The task | All of the data must be output without alteration.

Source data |
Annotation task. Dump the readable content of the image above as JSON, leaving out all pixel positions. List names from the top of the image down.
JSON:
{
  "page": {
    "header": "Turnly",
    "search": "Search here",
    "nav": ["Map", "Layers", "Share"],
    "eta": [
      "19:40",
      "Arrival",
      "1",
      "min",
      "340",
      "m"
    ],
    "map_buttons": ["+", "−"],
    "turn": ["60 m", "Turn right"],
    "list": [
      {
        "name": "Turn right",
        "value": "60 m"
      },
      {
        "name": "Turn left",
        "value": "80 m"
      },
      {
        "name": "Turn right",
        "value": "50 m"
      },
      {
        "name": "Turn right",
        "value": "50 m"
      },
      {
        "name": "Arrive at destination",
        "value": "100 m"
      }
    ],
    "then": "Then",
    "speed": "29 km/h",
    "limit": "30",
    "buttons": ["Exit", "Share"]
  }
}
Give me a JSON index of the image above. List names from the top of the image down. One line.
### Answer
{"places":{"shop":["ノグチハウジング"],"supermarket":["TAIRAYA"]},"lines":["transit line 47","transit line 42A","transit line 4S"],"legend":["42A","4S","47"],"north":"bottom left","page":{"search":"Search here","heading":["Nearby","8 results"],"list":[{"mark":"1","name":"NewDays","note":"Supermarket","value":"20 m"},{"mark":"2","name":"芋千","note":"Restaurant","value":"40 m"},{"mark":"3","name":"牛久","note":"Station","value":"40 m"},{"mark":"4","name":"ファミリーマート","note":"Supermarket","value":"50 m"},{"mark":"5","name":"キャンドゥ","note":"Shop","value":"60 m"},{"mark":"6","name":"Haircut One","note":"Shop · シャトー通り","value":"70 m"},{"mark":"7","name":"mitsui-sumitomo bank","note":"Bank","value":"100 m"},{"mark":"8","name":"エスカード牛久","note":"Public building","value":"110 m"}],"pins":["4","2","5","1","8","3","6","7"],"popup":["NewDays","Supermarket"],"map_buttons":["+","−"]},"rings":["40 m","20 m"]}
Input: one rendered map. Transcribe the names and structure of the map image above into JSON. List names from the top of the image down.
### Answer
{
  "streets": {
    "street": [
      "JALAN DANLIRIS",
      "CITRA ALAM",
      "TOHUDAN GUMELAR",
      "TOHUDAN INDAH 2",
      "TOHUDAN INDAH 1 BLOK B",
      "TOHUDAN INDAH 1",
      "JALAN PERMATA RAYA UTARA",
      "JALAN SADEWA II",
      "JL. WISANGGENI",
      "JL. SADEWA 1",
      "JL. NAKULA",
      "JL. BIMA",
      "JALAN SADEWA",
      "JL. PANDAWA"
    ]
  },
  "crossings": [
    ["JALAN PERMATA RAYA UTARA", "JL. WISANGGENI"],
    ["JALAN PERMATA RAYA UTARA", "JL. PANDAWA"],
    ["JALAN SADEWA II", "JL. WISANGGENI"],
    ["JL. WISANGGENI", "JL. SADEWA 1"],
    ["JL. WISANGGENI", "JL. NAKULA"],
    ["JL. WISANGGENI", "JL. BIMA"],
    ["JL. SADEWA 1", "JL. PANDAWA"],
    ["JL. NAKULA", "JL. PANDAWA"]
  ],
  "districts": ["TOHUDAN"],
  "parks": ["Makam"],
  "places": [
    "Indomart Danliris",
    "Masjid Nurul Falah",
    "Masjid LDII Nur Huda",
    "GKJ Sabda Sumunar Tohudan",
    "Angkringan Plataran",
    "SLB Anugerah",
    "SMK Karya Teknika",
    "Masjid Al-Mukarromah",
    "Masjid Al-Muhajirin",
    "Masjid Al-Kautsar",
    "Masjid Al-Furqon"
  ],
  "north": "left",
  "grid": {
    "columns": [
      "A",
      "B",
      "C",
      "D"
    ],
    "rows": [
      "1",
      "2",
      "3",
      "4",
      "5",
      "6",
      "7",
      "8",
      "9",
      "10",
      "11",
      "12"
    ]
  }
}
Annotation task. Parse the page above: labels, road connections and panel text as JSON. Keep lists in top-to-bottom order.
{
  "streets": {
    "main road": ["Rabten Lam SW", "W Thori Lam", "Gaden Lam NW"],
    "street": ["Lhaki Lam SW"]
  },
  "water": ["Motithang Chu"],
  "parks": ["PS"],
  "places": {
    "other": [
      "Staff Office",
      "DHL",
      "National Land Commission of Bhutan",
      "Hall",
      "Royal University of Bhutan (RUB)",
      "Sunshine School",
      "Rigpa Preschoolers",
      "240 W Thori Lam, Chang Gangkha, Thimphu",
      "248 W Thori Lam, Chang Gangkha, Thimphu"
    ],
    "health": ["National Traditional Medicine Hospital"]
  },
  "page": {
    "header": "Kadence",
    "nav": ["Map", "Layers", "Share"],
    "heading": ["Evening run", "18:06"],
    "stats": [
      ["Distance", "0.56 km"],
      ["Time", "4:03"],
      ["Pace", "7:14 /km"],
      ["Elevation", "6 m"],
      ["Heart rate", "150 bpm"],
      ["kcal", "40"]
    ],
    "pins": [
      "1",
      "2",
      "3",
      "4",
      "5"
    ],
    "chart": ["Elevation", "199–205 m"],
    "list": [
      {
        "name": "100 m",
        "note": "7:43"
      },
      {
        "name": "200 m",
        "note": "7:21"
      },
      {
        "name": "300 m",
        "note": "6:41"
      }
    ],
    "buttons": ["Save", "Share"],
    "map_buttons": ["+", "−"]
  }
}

Response to this exercise |
Annotation task. Dump the readable content of the image above as JSON, leaving out all pixel positions. List names from the top of the image down.
JSON:
{
  "page": {
    "header": "Turnly",
    "search": "Search here",
    "nav": ["Map", "Layers", "Share"],
    "eta": [
      "19:40",
      "Arrival",
      "1",
      "min",
      "340",
      "m"
    ],
    "map_buttons": ["+", "−"],
    "turn": ["60 m", "Turn right"],
    "list": [
      {
        "name": "Turn right",
        "value": "60 m"
      },
      {
        "name": "Turn left",
        "value": "80 m"
      },
      {
        "name": "Turn right",
        "value": "50 m"
      },
      {
        "name": "Turn right",
        "value": "50 m"
      },
      {
        "name": "Arrive at destination",
        "value": "100 m"
      }
    ],
    "then": "Then",
    "speed": "29 km/h",
    "limit": "30",
    "buttons": ["Exit", "Share"]
  }
}
Give me a JSON index of the image above. List names from the top of the image down. One line.
### Answer
{"places":{"shop":["ノグチハウジング"],"supermarket":["TAIRAYA"]},"lines":["transit line 47","transit line 42A","transit line 4S"],"legend":["42A","4S","47"],"north":"bottom left","page":{"search":"Search here","heading":["Nearby","8 results"],"list":[{"mark":"1","name":"NewDays","note":"Supermarket","value":"20 m"},{"mark":"2","name":"芋千","note":"Restaurant","value":"40 m"},{"mark":"3","name":"牛久","note":"Station","value":"40 m"},{"mark":"4","name":"ファミリーマート","note":"Supermarket","value":"50 m"},{"mark":"5","name":"キャンドゥ","note":"Shop","value":"60 m"},{"mark":"6","name":"Haircut One","note":"Shop · シャトー通り","value":"70 m"},{"mark":"7","name":"mitsui-sumitomo bank","note":"Bank","value":"100 m"},{"mark":"8","name":"エスカード牛久","note":"Public building","value":"110 m"}],"pins":["4","2","5","1","8","3","6","7"],"popup":["NewDays","Supermarket"],"map_buttons":["+","−"]},"rings":["40 m","20 m"]}
Input: one rendered map. Transcribe the names and structure of the map image above into JSON. List names from the top of the image down.
### Answer
{
  "streets": {
    "street": [
      "JALAN DANLIRIS",
      "CITRA ALAM",
      "TOHUDAN GUMELAR",
      "TOHUDAN INDAH 2",
      "TOHUDAN INDAH 1 BLOK B",
      "TOHUDAN INDAH 1",
      "JALAN PERMATA RAYA UTARA",
      "JALAN SADEWA II",
      "JL. WISANGGENI",
      "JL. SADEWA 1",
      "JL. NAKULA",
      "JL. BIMA",
      "JALAN SADEWA",
      "JL. PANDAWA"
    ]
  },
  "crossings": [
    ["JALAN PERMATA RAYA UTARA", "JL. WISANGGENI"],
    ["JALAN PERMATA RAYA UTARA", "JL. PANDAWA"],
    ["JALAN SADEWA II", "JL. WISANGGENI"],
    ["JL. WISANGGENI", "JL. SADEWA 1"],
    ["JL. WISANGGENI", "JL. NAKULA"],
    ["JL. WISANGGENI", "JL. BIMA"],
    ["JL. SADEWA 1", "JL. PANDAWA"],
    ["JL. NAKULA", "JL. PANDAWA"]
  ],
  "districts": ["TOHUDAN"],
  "parks": ["Makam"],
  "places": [
    "Indomart Danliris",
    "Masjid Nurul Falah",
    "Masjid LDII Nur Huda",
    "GKJ Sabda Sumunar Tohudan",
    "Angkringan Plataran",
    "SLB Anugerah",
    "SMK Karya Teknika",
    "Masjid Al-Mukarromah",
    "Masjid Al-Muhajirin",
    "Masjid Al-Kautsar",
    "Masjid Al-Furqon"
  ],
  "north": "left",
  "grid": {
    "columns": [
      "A",
      "B",
      "C",
      "D"
    ],
    "rows": [
      "1",
      "2",
      "3",
      "4",
      "5",
      "6",
      "7",
      "8",
      "9",
      "10",
      "11",
      "12"
    ]
  }
}
Annotation task. Parse the page above: labels, road connections and panel text as JSON. Keep lists in top-to-bottom order.
{
  "streets": {
    "main road": ["Rabten Lam SW", "W Thori Lam", "Gaden Lam NW"],
    "street": ["Lhaki Lam SW"]
  },
  "water": ["Motithang Chu"],
  "parks": ["PS"],
  "places": {
    "other": [
      "Staff Office",
      "DHL",
      "National Land Commission of Bhutan",
      "Hall",
      "Royal University of Bhutan (RUB)",
      "Sunshine School",
      "Rigpa Preschoolers",
      "240 W Thori Lam, Chang Gangkha, Thimphu",
      "248 W Thori Lam, Chang Gangkha, Thimphu"
    ],
    "health": ["National Traditional Medicine Hospital"]
  },
  "page": {
    "header": "Kadence",
    "nav": ["Map", "Layers", "Share"],
    "heading": ["Evening run", "18:06"],
    "stats": [
      ["Distance", "0.56 km"],
      ["Time", "4:03"],
      ["Pace", "7:14 /km"],
      ["Elevation", "6 m"],
      ["Heart rate", "150 bpm"],
      ["kcal", "40"]
    ],
    "pins": [
      "1",
      "2",
      "3",
      "4",
      "5"
    ],
    "chart": ["Elevation", "199–205 m"],
    "list": [
      {
        "name": "100 m",
        "note": "7:43"
      },
      {
        "name": "200 m",
        "note": "7:21"
      },
      {
        "name": "300 m",
        "note": "6:41"
      }
    ],
    "buttons": ["Save", "Share"],
    "map_buttons": ["+", "−"]
  }
}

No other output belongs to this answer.